(Collected data)
☆ ☆ ☆

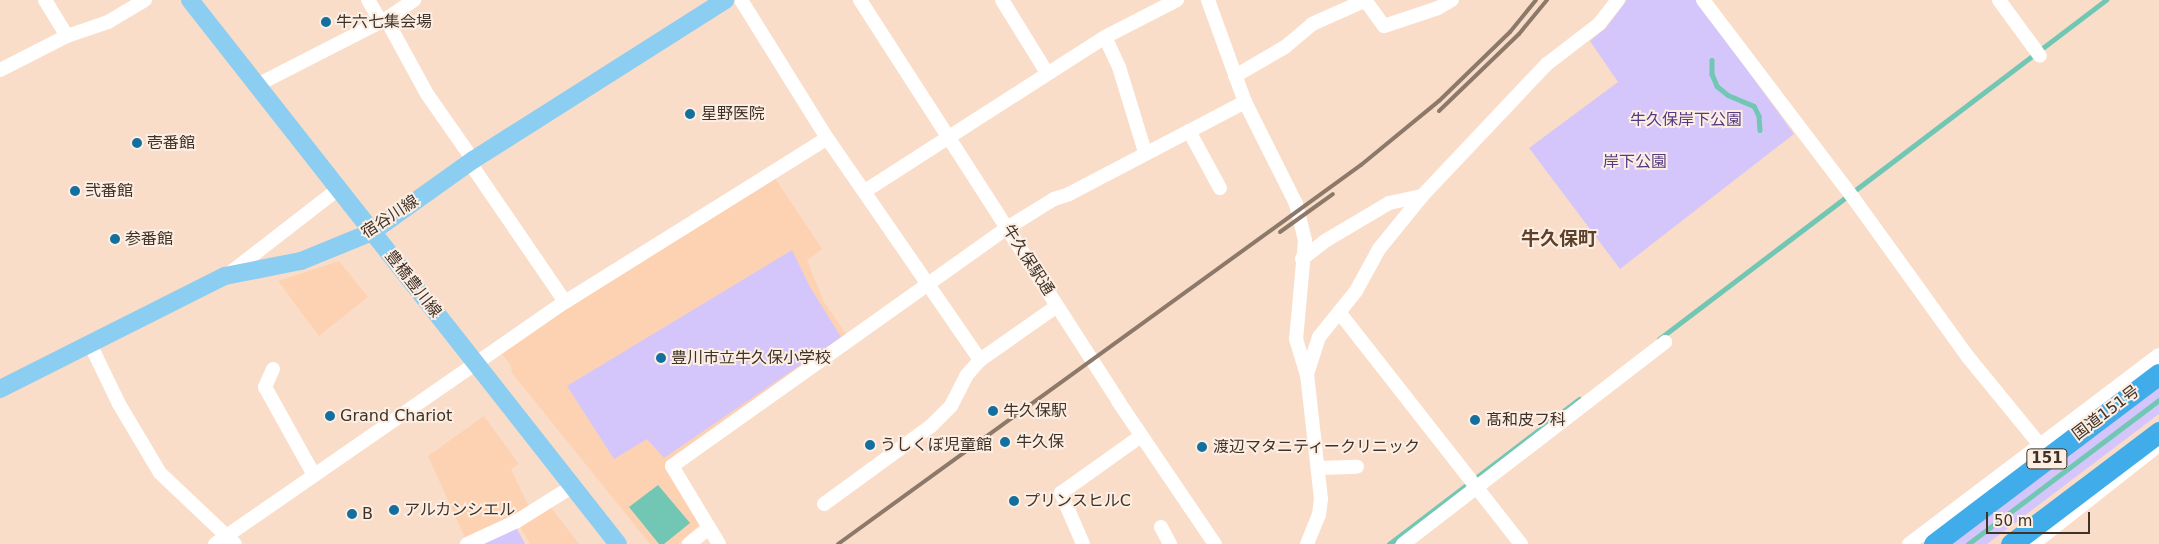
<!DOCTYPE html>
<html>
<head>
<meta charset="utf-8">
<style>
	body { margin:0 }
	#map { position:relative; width:2159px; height:544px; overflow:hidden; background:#faddc8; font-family:"DejaVu Sans","Noto Sans JP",sans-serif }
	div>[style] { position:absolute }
	.built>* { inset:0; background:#fdd2b3 }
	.green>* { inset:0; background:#d4c6fa }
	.water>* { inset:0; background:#72c7b4 }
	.stream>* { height:4.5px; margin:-2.25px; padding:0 2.25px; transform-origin:2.25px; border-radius:2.25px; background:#72c7b4 }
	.minor>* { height:14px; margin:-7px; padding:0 7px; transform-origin:7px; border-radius:7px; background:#fff }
	.major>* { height:18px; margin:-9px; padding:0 9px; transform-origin:9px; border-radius:9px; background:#8ccdf2 }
	.highway>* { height:21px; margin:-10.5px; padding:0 10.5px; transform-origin:10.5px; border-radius:10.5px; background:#40ace9 }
	.rail>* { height:4px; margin:-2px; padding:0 2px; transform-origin:2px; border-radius:2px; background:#8d796a }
	.dots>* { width:14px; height:14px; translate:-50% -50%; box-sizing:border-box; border:2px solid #fceee3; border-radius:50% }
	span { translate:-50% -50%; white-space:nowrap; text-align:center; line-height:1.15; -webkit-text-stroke:4px #fceee3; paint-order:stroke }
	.shield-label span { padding:1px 4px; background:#fceee3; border:1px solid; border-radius:4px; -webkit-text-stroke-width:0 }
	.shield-label { font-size:15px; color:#403227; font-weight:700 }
	.poi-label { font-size:16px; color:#403227 }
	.left { translate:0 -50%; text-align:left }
	.park-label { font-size:16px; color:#543a82 }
	.street-label { font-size:16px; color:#403227 }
	.quarter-label { font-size:19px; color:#5e412a; font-weight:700 }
	.scale { position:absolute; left:1986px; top:512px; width:104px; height:22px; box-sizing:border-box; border:2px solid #403227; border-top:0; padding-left:6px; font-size:15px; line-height:18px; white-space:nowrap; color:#403227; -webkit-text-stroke:4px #fceee3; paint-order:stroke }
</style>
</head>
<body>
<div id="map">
	<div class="built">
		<div style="clip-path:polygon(775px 178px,822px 249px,807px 260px,824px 302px,848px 337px,665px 465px,700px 524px,678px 544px,650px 544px,512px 373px,511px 366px,500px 351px)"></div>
		<div style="clip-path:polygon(339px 261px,368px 297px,319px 336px,278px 281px)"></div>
		<div style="clip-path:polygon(484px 416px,519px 464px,511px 469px,530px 509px,465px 538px,428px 456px)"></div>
		<div style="clip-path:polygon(550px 506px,579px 544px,530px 544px,519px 525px)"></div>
	</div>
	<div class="green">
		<div style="clip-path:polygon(1627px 0,1696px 0,1794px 134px,1620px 269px,1529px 148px,1618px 82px,1590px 41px,1606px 28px)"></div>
		<div style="clip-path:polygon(792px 250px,810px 287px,841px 337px,664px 458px,647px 439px,614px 459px,567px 386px)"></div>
		<div style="clip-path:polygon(2159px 381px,2159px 414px,1987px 544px,1944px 544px)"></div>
		<div style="clip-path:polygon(516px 527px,525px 544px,482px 544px)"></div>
	</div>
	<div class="water">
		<div style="clip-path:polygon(658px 485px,690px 523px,664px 544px,659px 544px,629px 507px)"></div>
	</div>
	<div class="stream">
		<div style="left:1712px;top:60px;width:14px;rotate:90deg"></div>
		<div style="left:1712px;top:74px;width:13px;rotate:67deg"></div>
		<div style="left:1717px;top:86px;width:14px;rotate:39deg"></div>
		<div style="left:1728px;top:95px;width:28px;rotate:23deg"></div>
		<div style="left:1754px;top:106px;width:11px;rotate:63deg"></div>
		<div style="left:1759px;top:116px;width:14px;rotate:86deg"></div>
		<div style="left:1659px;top:339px;width:561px;rotate:-37.18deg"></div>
		<div style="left:1389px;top:544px;width:239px;rotate:-37.3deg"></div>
		<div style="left:1968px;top:544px;width:239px;rotate:-37deg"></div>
	</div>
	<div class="minor">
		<div style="left:45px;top:0;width:42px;rotate:58.6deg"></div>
		<div style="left:368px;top:0;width:26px;rotate:59deg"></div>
		<div style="left:741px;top:0;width:163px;rotate:58.1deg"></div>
		<div style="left:827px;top:138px;width:270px;rotate:55.4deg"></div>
		<div style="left:860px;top:0;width:477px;rotate:57.2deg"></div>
		<div style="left:1118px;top:401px;width:173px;rotate:55.9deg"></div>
		<div style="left:1002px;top:0;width:86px;rotate:58.3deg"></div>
		<div style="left:1208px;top:0;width:109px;rotate:70.1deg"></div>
		<div style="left:1245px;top:102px;width:114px;rotate:63.4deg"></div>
		<div style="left:1296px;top:204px;width:38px;rotate:76deg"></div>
		<div style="left:1305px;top:241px;width:98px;rotate:95.2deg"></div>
		<div style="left:1296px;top:339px;width:37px;rotate:73deg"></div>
		<div style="left:1365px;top:0;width:32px;rotate:54deg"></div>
		<div style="left:1384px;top:26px;width:57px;rotate:-18.4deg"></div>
		<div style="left:1438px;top:8px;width:16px;rotate:-30deg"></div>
		<div style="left:1703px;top:0;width:250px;rotate:52.8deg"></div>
		<div style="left:1854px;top:199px;width:195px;rotate:54.2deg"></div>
		<div style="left:1968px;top:357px;width:114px;rotate:50.7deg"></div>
		<div style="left:1999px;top:0;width:69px;rotate:53.8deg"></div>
		<div style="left:386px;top:19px;width:85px;rotate:61.3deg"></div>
		<div style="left:427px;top:94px;width:80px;rotate:55.1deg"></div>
		<div style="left:1105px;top:37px;width:33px;rotate:65deg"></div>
		<div style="left:1119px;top:67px;width:89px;rotate:73deg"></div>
		<div style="left:0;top:70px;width:75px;rotate:-26.9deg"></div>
		<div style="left:67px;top:36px;width:43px;rotate:-18.9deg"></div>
		<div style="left:108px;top:22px;width:43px;rotate:-30.7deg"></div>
		<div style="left:1235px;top:76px;width:58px;rotate:-30.1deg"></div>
		<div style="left:1285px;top:47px;width:35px;rotate:-40deg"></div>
		<div style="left:1312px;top:24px;width:59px;rotate:-24deg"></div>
		<div style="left:257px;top:85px;width:145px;rotate:-27.1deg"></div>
		<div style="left:386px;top:19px;width:34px;rotate:-34deg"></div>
		<div style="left:1189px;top:131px;width:65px;rotate:61.5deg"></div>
		<div style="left:470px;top:163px;width:168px;rotate:55.6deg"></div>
		<div style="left:865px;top:191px;width:285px;rotate:-32.7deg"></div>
		<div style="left:1105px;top:37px;width:81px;rotate:-27.2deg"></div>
		<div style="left:1302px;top:259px;width:29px;rotate:-38deg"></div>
		<div style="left:1325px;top:241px;width:74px;rotate:-30.7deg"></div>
		<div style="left:1389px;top:203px;width:34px;rotate:-12deg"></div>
		<div style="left:226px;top:276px;width:142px;rotate:-37.8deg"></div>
		<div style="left:1339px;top:312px;width:295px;rotate:51.9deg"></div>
		<div style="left:90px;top:344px;width:67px;rotate:64.2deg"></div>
		<div style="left:119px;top:404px;width:80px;rotate:59.3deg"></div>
		<div style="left:160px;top:473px;width:103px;rotate:43.4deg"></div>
		<div style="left:273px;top:369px;width:20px;rotate:114deg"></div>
		<div style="left:265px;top:387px;width:101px;rotate:60.9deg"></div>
		<div style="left:1319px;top:468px;width:38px;rotate:-2deg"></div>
		<div style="left:824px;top:504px;width:132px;rotate:-36.1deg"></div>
		<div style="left:931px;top:426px;width:28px;rotate:-45deg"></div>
		<div style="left:951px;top:406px;width:34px;rotate:-63deg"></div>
		<div style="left:966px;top:376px;width:21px;rotate:-49deg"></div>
		<div style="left:980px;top:360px;width:94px;rotate:-35deg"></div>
		<div style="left:1161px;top:527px;width:19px;rotate:62deg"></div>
		<div style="left:215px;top:544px;width:426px;rotate:-34.7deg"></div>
		<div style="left:565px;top:302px;width:309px;rotate:-32deg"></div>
		<div style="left:467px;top:544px;width:55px;rotate:-24.7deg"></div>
		<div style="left:517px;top:521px;width:66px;rotate:-32deg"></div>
		<div style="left:689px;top:544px;width:26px;rotate:-39deg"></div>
		<div style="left:719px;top:544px;width:91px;rotate:-121.1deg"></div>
		<div style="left:672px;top:466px;width:411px;rotate:-35.4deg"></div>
		<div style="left:1007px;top:228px;width:55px;rotate:-31.7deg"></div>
		<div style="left:1054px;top:199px;width:16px;rotate:-18deg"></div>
		<div style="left:1069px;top:194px;width:199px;rotate:-27.6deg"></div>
		<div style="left:1083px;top:544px;width:56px;rotate:-113.3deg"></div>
		<div style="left:1061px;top:493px;width:98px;rotate:-35.5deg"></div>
		<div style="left:1307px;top:544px;width:31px;rotate:-68deg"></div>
		<div style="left:1319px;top:515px;width:16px;rotate:-83deg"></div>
		<div style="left:1321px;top:499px;width:126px;rotate:-96.4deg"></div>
		<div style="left:1307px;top:374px;width:39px;rotate:-72deg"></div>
		<div style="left:1319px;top:337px;width:59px;rotate:-51.2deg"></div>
		<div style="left:1356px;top:291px;width:48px;rotate:-61.3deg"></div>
		<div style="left:1379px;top:249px;width:68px;rotate:-50.9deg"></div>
		<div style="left:1422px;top:196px;width:182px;rotate:-46.6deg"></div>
		<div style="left:1547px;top:64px;width:66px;rotate:-37.6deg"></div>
		<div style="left:1599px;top:24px;width:31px;rotate:-52deg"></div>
		<div style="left:1403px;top:544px;width:331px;rotate:-37.6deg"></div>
		<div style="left:1909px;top:544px;width:313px;rotate:-37.1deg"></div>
		<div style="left:2033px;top:544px;width:160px;rotate:-38.2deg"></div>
	</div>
	<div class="major">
		<div style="left:190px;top:0;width:692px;rotate:51.81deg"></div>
		<div style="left:0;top:389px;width:252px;rotate:-26.7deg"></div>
		<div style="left:225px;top:276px;width:77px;rotate:-11.2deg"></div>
		<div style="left:301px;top:261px;width:77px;rotate:-22.2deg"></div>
		<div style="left:372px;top:232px;width:124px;rotate:-35.5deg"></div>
		<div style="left:473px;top:160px;width:299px;rotate:-32.4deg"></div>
	</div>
	<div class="highway">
		<div style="left:1934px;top:544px;width:282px;rotate:-37.1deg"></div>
		<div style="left:2011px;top:544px;width:186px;rotate:-37.1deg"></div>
	</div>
	<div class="rail">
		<div style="left:1439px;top:111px;width:111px;rotate:-43.9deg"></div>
		<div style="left:1519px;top:34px;width:44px;rotate:-50.5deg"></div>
		<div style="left:1280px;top:232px;width:65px;rotate:-35.6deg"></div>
		<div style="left:838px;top:544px;width:646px;rotate:-35.93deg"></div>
		<div style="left:1361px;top:165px;width:101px;rotate:-39.4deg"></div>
		<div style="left:1439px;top:101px;width:99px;rotate:-44.2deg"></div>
		<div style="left:1510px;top:32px;width:41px;rotate:-50.9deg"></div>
	</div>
	<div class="dots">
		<div style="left:326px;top:22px;background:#13709e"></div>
		<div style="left:690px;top:114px;background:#13709e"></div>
		<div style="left:137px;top:143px;background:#13709e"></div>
		<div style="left:75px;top:191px;background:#13709e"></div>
		<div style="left:115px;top:239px;background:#13709e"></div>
		<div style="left:661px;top:358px;background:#13709e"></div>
		<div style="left:993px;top:411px;background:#13709e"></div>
		<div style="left:330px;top:416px;background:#13709e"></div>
		<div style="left:1475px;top:420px;background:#13709e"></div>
		<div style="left:1005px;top:442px;background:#13709e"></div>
		<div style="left:870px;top:445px;background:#13709e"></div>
		<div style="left:1202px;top:447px;background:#13709e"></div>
		<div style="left:1014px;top:501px;background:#13709e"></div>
		<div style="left:394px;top:510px;background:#13709e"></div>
		<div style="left:352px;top:514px;background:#13709e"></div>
	</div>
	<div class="shield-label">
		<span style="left:2047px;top:459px">151</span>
	</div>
	<div class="poi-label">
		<span class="left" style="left:336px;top:22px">牛六七集会場</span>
		<span class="left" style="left:701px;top:114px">星野医院</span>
		<span class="left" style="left:147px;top:143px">壱番館</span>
		<span class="left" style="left:85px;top:191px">弐番館</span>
		<span class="left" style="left:125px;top:239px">参番館</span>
		<span class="left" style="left:671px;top:358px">豊川市立牛久保小学校</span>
		<span class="left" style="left:1003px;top:411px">牛久保駅</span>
		<span class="left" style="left:340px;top:416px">Grand Chariot</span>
		<span class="left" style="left:1486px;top:420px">髙和皮フ科</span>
		<span class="left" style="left:1016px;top:442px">牛久保</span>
		<span class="left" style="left:880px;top:445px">うしくぼ児童館</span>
		<span class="left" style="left:1213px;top:447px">渡辺マタニティークリニック</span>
		<span class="left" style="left:1024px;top:501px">プリンスヒルC</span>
		<span class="left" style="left:404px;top:510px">アルカンシエル</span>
		<span class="left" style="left:362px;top:514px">B</span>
	</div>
	<div class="park-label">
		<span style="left:1686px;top:120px">牛久保岸下公園</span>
		<span style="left:1635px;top:162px">岸下公園</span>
	</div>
	<div class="street-label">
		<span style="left:390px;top:217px;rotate:-33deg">宿谷川線</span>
		<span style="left:1028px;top:260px;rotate:57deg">牛久保駅通</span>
		<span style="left:413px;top:284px;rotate:52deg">豊橋豊川線</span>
		<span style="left:2106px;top:413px;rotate:-37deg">国道151号</span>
	</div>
	<div class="quarter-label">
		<span style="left:1559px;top:239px">牛久保町</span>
	</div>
	<div class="scale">50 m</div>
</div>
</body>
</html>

☆ ☆ ☆

▶ _Exercise details_: Extract each line holding the word "stream" from the records.

▶ _Reply_:
	.stream>* { height:4.5px; margin:-2.25px; padding:0 2.25px; transform-origin:2.25px; border-radius:2.25px; background:#72c7b4 }
	<div class="stream">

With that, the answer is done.